Changbin, yemeği bitince Felix'le beraber mutfağı toplamamıştı. Felix bulaşıkları yıkayarak makineye yerleştirirken ortadan kaybolan sevgilisine kızıp duruyordu.

"Hemen iki lafına tav oldum, öküz işte. İnsan yardım eder. Yıl dönümümüz kutlu olsunmuş. Kesin unutmamak için 14 Şubat'ta teklif etti." İçeriden gelen şarkı sesiyle durmuştu.

"Changbin? Evimize uzaylılar mı istila etti?" Ellerini durulayıp mutfaktan çıktığında dişlerinin arasında gül olan sevgilisini görüp kahkaha atmıştı.

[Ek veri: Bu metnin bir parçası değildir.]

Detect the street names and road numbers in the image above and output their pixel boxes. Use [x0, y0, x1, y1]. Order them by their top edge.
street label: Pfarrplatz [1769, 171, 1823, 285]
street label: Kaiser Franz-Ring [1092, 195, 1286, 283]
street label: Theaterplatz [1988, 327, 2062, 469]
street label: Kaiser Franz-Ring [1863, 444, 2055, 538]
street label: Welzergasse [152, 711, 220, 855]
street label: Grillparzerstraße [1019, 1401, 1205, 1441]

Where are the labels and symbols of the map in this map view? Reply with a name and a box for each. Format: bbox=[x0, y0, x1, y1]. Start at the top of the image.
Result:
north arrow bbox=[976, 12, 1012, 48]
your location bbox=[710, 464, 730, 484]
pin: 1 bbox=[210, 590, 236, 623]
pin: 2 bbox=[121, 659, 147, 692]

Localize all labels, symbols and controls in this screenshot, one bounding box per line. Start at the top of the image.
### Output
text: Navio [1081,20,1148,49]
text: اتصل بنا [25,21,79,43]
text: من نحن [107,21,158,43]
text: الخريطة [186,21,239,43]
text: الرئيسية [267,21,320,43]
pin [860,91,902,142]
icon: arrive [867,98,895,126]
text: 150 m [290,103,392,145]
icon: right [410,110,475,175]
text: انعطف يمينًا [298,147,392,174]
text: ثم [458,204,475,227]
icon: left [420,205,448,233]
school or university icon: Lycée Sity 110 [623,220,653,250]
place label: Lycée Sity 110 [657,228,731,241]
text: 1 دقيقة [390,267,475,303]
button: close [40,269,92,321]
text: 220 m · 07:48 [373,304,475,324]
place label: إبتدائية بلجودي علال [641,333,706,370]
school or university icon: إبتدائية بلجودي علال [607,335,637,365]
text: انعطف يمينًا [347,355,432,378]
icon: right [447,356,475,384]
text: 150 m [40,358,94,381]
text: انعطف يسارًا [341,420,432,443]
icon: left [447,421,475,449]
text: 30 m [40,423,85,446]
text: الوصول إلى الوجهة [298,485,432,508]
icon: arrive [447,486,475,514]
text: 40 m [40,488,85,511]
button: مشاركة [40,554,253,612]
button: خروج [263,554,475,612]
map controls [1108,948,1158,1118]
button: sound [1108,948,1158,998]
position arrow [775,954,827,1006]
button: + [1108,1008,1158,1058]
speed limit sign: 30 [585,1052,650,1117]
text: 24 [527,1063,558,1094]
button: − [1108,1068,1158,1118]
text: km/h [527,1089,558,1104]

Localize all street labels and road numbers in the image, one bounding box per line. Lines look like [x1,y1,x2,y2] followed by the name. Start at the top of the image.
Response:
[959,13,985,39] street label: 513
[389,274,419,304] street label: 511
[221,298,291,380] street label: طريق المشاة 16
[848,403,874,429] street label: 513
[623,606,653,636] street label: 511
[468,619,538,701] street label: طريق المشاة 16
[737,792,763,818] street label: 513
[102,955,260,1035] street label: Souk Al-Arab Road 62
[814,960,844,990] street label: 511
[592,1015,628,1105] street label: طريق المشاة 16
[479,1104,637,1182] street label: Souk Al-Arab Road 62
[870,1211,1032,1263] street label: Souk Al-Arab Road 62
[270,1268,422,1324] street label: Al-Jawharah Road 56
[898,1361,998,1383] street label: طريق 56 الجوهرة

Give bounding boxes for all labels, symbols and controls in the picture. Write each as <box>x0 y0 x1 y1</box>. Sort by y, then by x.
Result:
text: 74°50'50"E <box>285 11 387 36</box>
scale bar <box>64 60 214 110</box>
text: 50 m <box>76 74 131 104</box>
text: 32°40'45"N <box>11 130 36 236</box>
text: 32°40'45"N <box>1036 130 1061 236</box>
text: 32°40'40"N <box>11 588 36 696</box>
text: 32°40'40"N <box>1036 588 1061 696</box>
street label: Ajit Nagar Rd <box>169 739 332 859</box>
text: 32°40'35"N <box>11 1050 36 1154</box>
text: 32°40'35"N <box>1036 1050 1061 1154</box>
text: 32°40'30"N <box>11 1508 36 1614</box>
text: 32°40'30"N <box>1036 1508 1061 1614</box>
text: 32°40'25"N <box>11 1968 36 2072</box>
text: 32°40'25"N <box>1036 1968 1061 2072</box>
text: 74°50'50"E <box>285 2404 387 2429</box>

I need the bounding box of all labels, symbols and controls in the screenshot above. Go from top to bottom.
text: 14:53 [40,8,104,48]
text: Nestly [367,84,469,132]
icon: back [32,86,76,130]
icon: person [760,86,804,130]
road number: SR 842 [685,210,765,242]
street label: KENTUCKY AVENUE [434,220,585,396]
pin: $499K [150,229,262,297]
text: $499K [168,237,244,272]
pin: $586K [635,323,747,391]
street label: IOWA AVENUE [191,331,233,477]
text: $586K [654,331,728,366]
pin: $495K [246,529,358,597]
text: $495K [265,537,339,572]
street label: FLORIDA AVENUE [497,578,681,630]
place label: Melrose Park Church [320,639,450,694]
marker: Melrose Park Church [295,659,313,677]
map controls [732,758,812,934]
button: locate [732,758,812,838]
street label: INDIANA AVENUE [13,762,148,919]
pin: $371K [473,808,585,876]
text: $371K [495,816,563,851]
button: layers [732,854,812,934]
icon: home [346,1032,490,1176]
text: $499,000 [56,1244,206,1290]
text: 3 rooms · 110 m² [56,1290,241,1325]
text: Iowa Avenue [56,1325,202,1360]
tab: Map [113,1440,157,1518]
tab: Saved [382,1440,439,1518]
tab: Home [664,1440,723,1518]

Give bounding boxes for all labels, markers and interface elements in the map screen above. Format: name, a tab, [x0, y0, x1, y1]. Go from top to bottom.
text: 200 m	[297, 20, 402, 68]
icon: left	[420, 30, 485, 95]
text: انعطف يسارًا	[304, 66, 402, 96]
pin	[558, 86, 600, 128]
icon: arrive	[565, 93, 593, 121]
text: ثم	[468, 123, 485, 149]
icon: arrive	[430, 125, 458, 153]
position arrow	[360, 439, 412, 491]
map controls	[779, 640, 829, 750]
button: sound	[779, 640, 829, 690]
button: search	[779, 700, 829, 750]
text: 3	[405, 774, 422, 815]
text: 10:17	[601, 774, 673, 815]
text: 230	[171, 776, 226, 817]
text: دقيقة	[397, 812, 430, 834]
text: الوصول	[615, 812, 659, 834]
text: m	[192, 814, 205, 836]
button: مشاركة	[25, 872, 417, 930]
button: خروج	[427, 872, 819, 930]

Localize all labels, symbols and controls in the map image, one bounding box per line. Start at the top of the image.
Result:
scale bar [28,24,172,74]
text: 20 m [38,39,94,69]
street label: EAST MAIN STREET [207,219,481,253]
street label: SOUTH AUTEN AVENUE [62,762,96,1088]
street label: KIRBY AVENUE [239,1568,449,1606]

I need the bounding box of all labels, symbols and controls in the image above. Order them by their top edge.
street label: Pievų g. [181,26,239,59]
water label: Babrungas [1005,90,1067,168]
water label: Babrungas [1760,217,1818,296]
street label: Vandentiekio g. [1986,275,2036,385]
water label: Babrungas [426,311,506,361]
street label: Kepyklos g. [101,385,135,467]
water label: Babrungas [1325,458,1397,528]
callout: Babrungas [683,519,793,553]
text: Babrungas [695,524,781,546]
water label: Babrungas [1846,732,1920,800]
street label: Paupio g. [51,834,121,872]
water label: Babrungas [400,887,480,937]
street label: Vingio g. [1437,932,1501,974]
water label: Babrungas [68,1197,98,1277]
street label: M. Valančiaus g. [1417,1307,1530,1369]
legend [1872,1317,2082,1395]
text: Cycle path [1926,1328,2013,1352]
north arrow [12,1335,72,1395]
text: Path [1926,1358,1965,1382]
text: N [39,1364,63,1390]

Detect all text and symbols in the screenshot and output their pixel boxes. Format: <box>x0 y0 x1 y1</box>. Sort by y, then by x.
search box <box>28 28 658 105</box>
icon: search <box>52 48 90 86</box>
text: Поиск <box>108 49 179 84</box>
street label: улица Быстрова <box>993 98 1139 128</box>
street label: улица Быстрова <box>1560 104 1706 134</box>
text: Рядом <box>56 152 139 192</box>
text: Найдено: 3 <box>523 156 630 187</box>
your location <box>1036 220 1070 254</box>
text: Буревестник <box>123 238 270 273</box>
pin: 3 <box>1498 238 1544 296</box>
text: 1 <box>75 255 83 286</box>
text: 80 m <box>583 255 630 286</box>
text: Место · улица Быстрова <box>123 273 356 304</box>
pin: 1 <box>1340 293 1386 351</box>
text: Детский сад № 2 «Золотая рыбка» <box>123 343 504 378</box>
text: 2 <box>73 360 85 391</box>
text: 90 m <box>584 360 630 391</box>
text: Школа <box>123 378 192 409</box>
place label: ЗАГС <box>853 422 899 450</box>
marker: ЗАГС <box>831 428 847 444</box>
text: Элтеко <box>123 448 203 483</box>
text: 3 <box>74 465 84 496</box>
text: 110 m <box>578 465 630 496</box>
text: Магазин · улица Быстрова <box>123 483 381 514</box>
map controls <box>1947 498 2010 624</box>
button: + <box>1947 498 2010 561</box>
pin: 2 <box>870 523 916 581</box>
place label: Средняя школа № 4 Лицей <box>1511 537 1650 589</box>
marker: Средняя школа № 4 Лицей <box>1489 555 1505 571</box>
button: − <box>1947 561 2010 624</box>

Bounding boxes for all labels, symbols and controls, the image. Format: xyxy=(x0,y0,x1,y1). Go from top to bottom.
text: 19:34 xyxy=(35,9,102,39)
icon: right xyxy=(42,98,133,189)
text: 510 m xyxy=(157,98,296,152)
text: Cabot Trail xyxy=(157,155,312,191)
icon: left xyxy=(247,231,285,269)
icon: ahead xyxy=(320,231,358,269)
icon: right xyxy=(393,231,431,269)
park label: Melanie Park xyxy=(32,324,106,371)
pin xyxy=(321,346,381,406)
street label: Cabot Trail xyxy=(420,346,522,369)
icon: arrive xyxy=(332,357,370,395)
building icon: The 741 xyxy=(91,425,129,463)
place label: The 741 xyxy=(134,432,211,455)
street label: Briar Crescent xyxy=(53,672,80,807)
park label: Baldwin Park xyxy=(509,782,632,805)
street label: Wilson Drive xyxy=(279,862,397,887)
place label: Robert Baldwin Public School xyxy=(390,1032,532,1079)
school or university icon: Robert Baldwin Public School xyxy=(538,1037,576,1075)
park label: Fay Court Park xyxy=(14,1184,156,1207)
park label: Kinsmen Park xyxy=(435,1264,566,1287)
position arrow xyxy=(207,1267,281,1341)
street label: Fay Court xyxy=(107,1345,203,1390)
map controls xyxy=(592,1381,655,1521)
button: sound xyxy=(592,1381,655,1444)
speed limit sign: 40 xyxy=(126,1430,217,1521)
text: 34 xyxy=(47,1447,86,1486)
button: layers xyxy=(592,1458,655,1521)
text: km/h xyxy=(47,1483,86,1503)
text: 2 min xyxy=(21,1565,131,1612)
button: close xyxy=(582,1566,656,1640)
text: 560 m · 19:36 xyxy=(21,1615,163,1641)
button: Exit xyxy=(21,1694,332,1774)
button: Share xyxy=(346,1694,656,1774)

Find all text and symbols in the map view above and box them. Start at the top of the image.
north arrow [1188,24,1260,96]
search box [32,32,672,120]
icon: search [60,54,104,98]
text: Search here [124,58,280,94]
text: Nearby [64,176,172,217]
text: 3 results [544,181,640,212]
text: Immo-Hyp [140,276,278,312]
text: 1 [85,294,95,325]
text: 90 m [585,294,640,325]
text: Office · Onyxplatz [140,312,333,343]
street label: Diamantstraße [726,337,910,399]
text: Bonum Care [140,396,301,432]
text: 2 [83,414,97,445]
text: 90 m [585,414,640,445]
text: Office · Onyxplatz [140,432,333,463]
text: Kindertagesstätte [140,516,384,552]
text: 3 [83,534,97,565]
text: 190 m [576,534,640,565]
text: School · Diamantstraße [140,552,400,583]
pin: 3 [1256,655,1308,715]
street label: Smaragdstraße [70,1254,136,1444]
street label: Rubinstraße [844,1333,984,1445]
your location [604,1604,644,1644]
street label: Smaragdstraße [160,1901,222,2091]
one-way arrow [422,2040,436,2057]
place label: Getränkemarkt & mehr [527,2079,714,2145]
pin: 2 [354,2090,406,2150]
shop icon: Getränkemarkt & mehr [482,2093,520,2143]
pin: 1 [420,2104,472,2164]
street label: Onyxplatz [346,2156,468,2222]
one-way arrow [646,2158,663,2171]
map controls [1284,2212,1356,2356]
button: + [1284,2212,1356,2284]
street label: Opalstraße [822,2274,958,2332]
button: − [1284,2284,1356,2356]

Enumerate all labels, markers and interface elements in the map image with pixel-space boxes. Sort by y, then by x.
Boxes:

"Dance with me, make me sway..." Felix elindeki gülü kendine uzatarak yaklaşan, pijamalı genci izlerken kıkırdıyordu. Changbin gülü sevgilisinin kulağının arasına sıkıştırıp ellerini tutarak hafifçe sallanırken bedenini kendine çekip belini kavradı.

"Changbin, pijamalıyız."

"Ve aşığız. Dans et benimle güzelim, senden başka hiçbir şey umurumda değil." Felix gülümseyerek Changbin'e ayak uydururken, Changbin onu kendinden uzaklaştırıp kendine çektiğinde dönerek kolları arasına girmiş, onun hafifçe geriye eğmesiyle bir elini boynuna konuştu. Changbin onu doğrultmadan önce dudaklarını hafifçe öptüğünde Felix doğrulup normal dans pozisyonuna geldiğinde etraflarında dönerek ritme uygun dans ediyorlardı.

Şarkı başa sardığında Felix kahkaha attı.

"Ne kadar dans edeceğiz, mutfak beni bekliyor."

"Daha çok bekleyebilir." Changbin sevgilisinin beline iki eliyle sarılıp sallanırken dudaklarını uzun uzun öpmüştü. Felix alnını alnına yaslayıp gülümsedi.